Restarted Arnoldi iteration#

This is a Krylov method whose update rule expands the function in a Krylov basis $\mathcal{K}_L = \mathrm{lin}\{\ket{\psi_k}, H\ket{\psi_{k}},\ldots,H^{L-1}\ket{\psi_{k}}\}$,

\[\psi_{k+1} = \sum_{i=0}^{L-1} c_i H^i \psi_k.\]

This Arnoldi method estimates the energy functional using two matrices, A and N—included due to MPS finite-precision—, containing the matrix elements of H and the identity computed in the Krylov basis

\[E[\chi] = E(\boldsymbol{v}) = \frac{\boldsymbol{v}^\dagger A \boldsymbol{v}}{\boldsymbol{v}^\dagger N \boldsymbol{v}}.\]

This is the cost function for the optimization, whose critical points

\[\frac{\delta E}{\delta \boldsymbol{v}^*} = \frac{1}{\boldsymbol{v}^\dagger N \boldsymbol{v}}\left(A \boldsymbol{v} - E(\boldsymbol{v}) N\boldsymbol{v}\right) = 0.\]

This leads to the generalized eigenvalue equation

\[A \boldsymbol{v} = \lambda N \boldsymbol{v},\]

where the minimum eigenvalue $\lambda = E(\boldsymbol{v})$ gives the optimal energy for the $k$-th step, and the associated direction $\mathbf{v}$ provides the steepest descent on the plane.

This procedure could be enhanced with additional approaches.
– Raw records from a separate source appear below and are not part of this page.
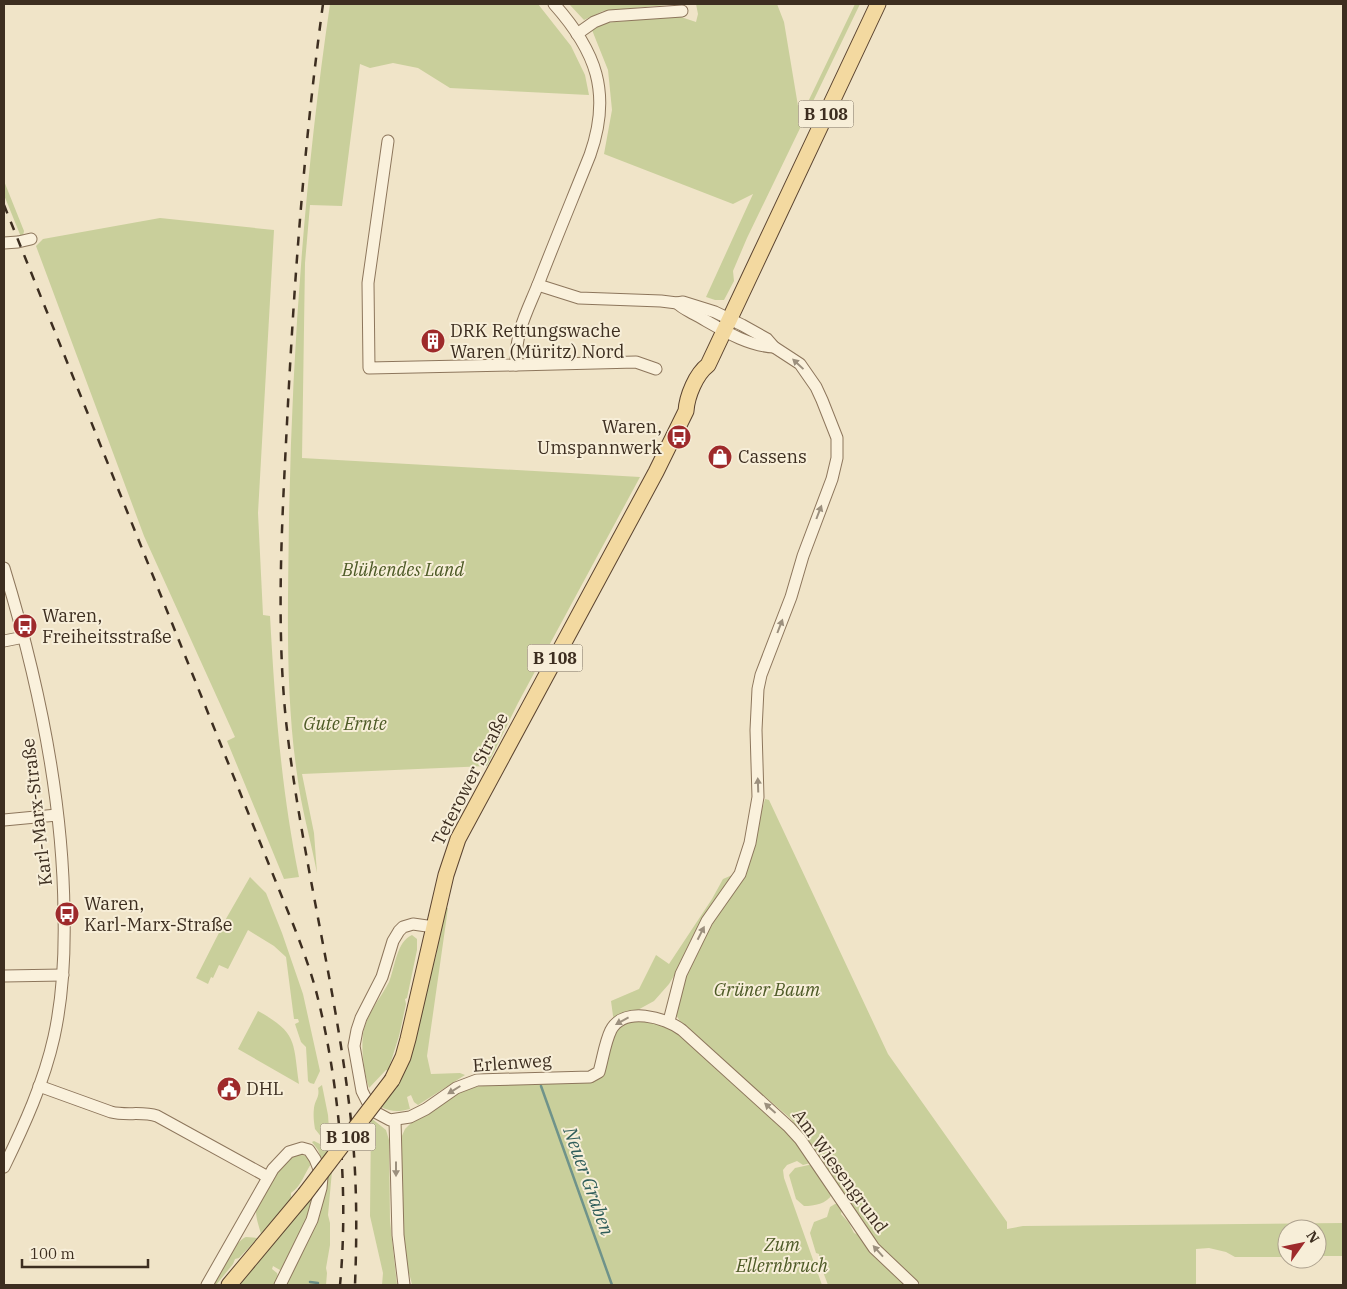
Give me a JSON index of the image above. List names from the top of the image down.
{
  "streets": {
    "main road": ["B 108", "Teterower Straße"],
    "street": ["Karl-Marx-Straße", "Erlenweg", "Am Wiesengrund"]
  },
  "crossings": [
    ["B 108", "Teterower Straße"],
    ["Erlenweg", "Am Wiesengrund"]
  ],
  "one_way": ["Erlenweg", "Am Wiesengrund"],
  "water": ["Neuer Graben"],
  "parks": [
    "Blühendes Land",
    "Gute Ernte",
    "Grüner Baum",
    "Zum Ellernbruch"
  ],
  "places": {
    "building": ["DRK Rettungswache Waren (Müritz) Nord"],
    "bus stop": ["Waren, Umspannwerk", "Waren, Freiheitsstraße", "Waren, Karl-Marx-Straße"],
    "shop": ["Cassens"],
    "public building": ["DHL"]
  },
  "scale_bar": "100 m",
  "north": "top right"
}
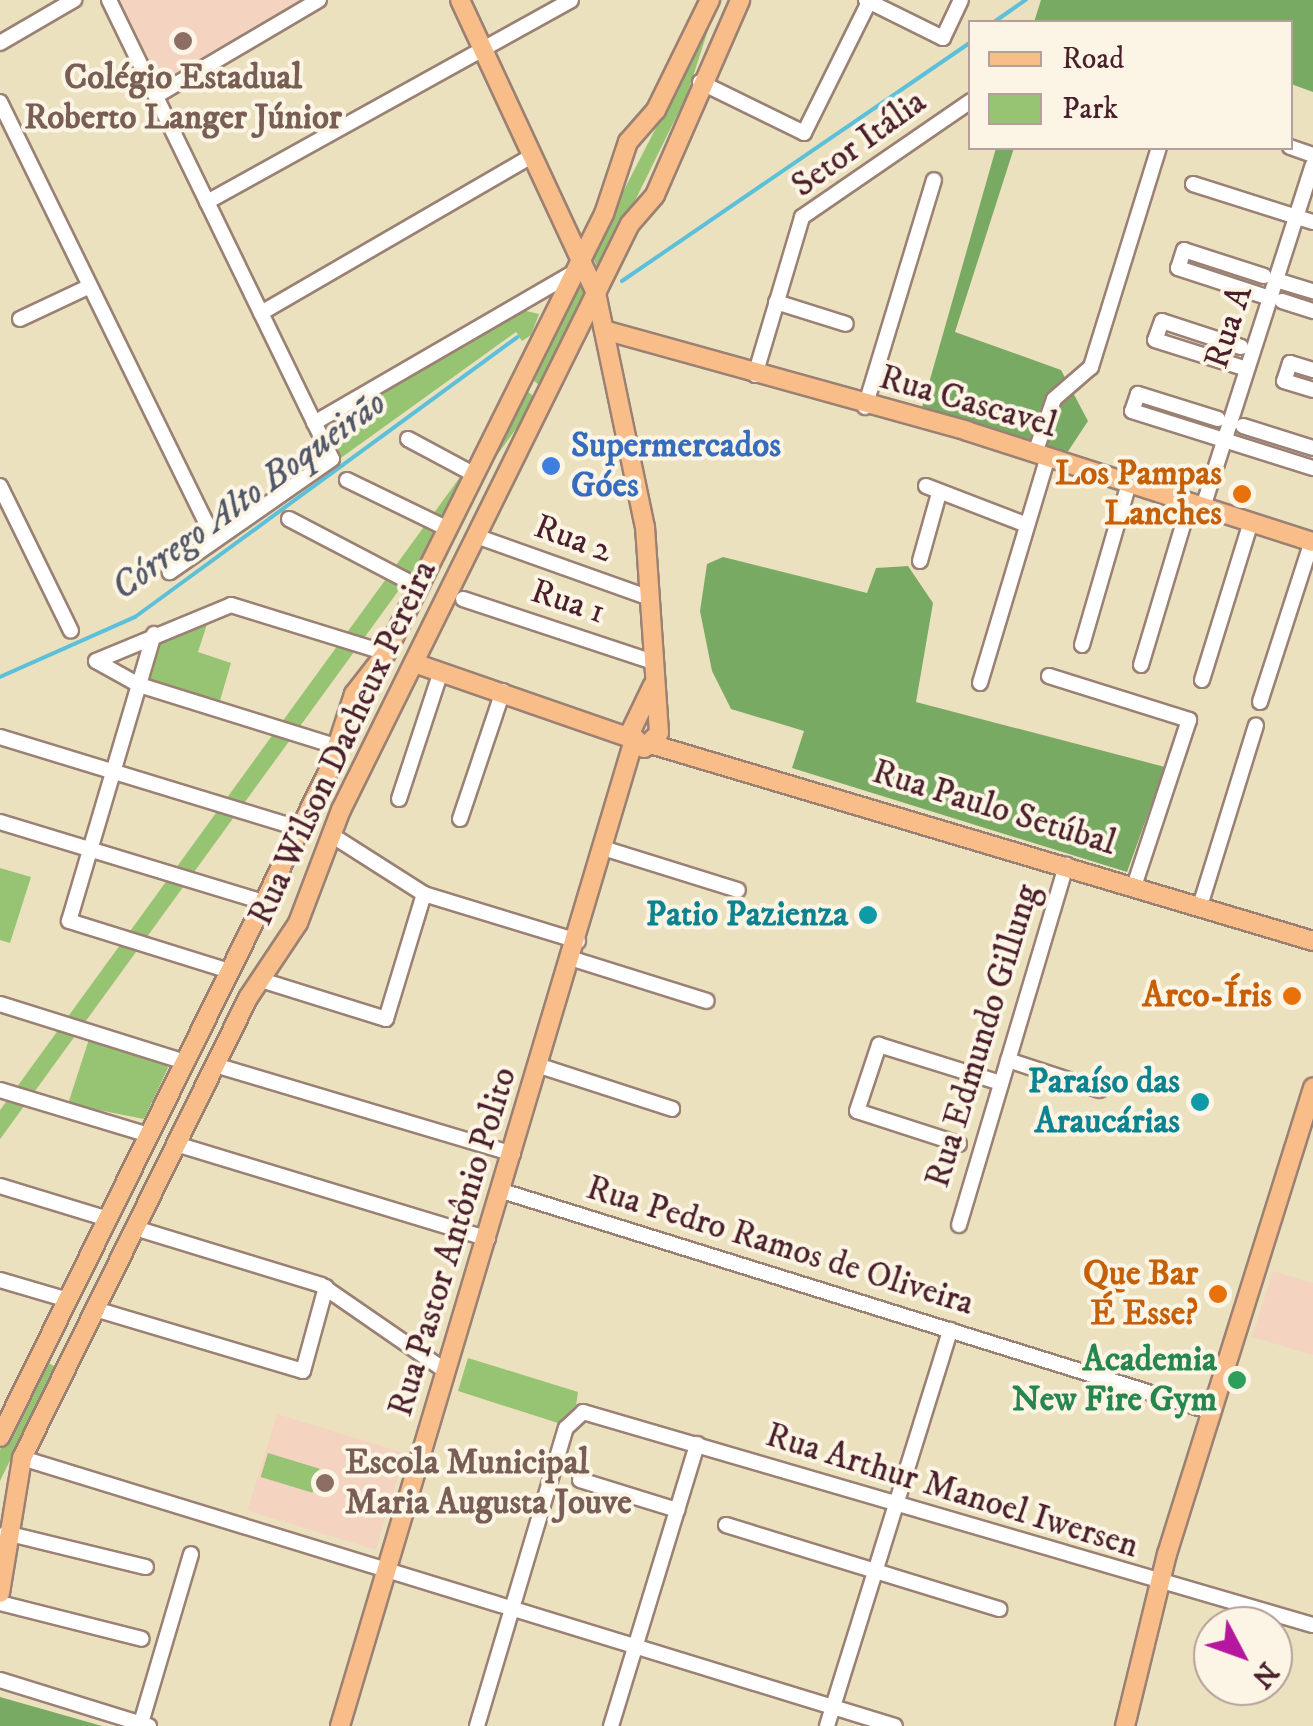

We introdce a specific restart method, which halts the expansion of the Krylov basis when either the maximum desired size $n_v$ is attained, or when the condition number of the scalar product matrix $N$ exceeds a certain threshold. This occurs when there is a risk of adding a vector that is linearly dependent on the previous ones. In such a scenario, we can solve the generalized eigenvalue problem to obtain the next best estimate in a smaller basis. Another approach to enhance the convergence of eigenvalues is to extrapolate the next vector based on previous estimates, using the formula $|{\xi_{k+1}}\rangle=(1-\gamma)|{\psi_{k+1}}\rangle+|{\psi_k}\rangle$, with the memory factor $\gamma=-0.75$.

The rule in Gradient descent is a particular case of the Arnoldi iteration with a Krylov basis with $L=2$.

Ref. García-Molina et al. [GMTGR24] presents this algorithm and its implementation for global optimization problems. It is also suitable for evolution problems.

`arnoldi`
`arnoldi`(H, t_span, state[, steps, order, ...])	Solve a Schrodinger equation using a variable order Arnoldi approximation to the exponential.